I have decided that I can't spend my life worrying about the future. I have decided i can't spend my life worrying about the past. I have to get up everyday and worry about how i am going to be a good role model and good person for my sons. I need to worry about how i will provide for them emotionally and mentally. They are my world, my boys and me!
This time last year, I didn't know that in the next 36 hours, I was going to turn 29 and I was going to start my labor with Maddox. This week will be so emotional for me, even though everyday is emotional....annivesaries are hardest. BUT, I am thankful for the "new me". I am thankful for my new attitude and my new friends. I am thankful for my old friends and my family. I am thankful that I can choose to be in a crappy mood or I can choose to be in a good mood.
I want this year of 30, to be a more successful and fullfilling year than all of the other 29. I want this year of 30 to be one where I can look back and say "WOW, that was a great year". I am thankful that I now have a backbone and am able to stand up for myself. I am thankful for the decisions I have been able to make. I am also hopeful that the decisions i make will continue to benefit myself, my family and my future.
I pledge this year to be more involved in the community and serve on more committees and serve PEOPLE. I pledge this year to be a better friend, a better best friend, a better daughter and a better mother. I pledge to be a better co-worker and a better person from the inside out. I pledge to let the nonsense go and work on the inner self.
FOr those of you that read this.....something has touched my heart and I want everyone to share in this with me. In honor of Ian Owen and Maddox I am asking for support and help!
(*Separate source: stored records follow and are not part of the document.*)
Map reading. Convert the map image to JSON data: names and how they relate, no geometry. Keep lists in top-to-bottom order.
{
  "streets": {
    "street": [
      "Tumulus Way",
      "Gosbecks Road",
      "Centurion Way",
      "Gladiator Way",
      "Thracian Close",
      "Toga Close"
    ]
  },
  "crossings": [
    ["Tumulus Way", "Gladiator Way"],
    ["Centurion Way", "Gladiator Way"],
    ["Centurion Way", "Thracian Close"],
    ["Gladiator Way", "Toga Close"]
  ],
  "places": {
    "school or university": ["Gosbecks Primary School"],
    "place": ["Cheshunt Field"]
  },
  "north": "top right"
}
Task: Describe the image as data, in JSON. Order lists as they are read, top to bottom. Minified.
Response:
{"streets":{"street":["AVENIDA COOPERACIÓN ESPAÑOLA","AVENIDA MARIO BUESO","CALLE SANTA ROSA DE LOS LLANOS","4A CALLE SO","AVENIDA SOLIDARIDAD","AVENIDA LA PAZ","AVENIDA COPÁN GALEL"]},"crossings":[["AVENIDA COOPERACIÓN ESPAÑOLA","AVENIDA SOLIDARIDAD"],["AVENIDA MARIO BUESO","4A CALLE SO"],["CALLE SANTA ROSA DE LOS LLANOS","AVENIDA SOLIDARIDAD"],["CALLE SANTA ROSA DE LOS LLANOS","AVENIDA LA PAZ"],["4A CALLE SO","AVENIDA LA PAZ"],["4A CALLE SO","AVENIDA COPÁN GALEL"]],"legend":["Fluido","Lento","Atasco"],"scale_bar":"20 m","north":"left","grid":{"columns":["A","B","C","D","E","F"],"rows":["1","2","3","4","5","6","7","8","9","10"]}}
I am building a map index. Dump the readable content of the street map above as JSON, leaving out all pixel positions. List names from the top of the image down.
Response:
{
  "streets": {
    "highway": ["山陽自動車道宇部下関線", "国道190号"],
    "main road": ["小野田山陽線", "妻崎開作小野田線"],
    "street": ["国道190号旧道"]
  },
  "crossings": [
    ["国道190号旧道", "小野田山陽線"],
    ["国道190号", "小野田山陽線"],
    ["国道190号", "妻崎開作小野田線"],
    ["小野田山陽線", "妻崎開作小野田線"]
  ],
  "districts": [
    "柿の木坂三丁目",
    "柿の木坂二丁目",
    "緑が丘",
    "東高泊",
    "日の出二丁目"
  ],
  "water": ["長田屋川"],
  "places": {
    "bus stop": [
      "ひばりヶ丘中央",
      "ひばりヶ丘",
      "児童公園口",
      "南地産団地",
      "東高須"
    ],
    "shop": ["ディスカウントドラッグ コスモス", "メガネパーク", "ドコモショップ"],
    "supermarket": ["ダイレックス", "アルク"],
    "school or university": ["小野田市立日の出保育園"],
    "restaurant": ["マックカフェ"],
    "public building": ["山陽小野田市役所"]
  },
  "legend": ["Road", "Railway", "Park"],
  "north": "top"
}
A girl I went to high school with, Kelly and her family are going through what most people including myself have no idea how to deal with. Her youngest child Stone is suffering from some serious health obstacles and this family is in need of the community support that we have. They are a young family, with a daughter and their son. Wonderful people and great parents. Please if you are on facebook-look up "prayers for baby stone". I am doing a collection donation drive that I hope to present to them this week for some financial assistance. We all need help from time to time. Kelly and Matt are doing everything right. They don't deserve to have to deal with all that has been thrown at them. BUT I do know from my experience...strength comes from places you never understand or expect. Help me out in support of them. Do so in honor of my 3 angels, or someone you know that has touched you!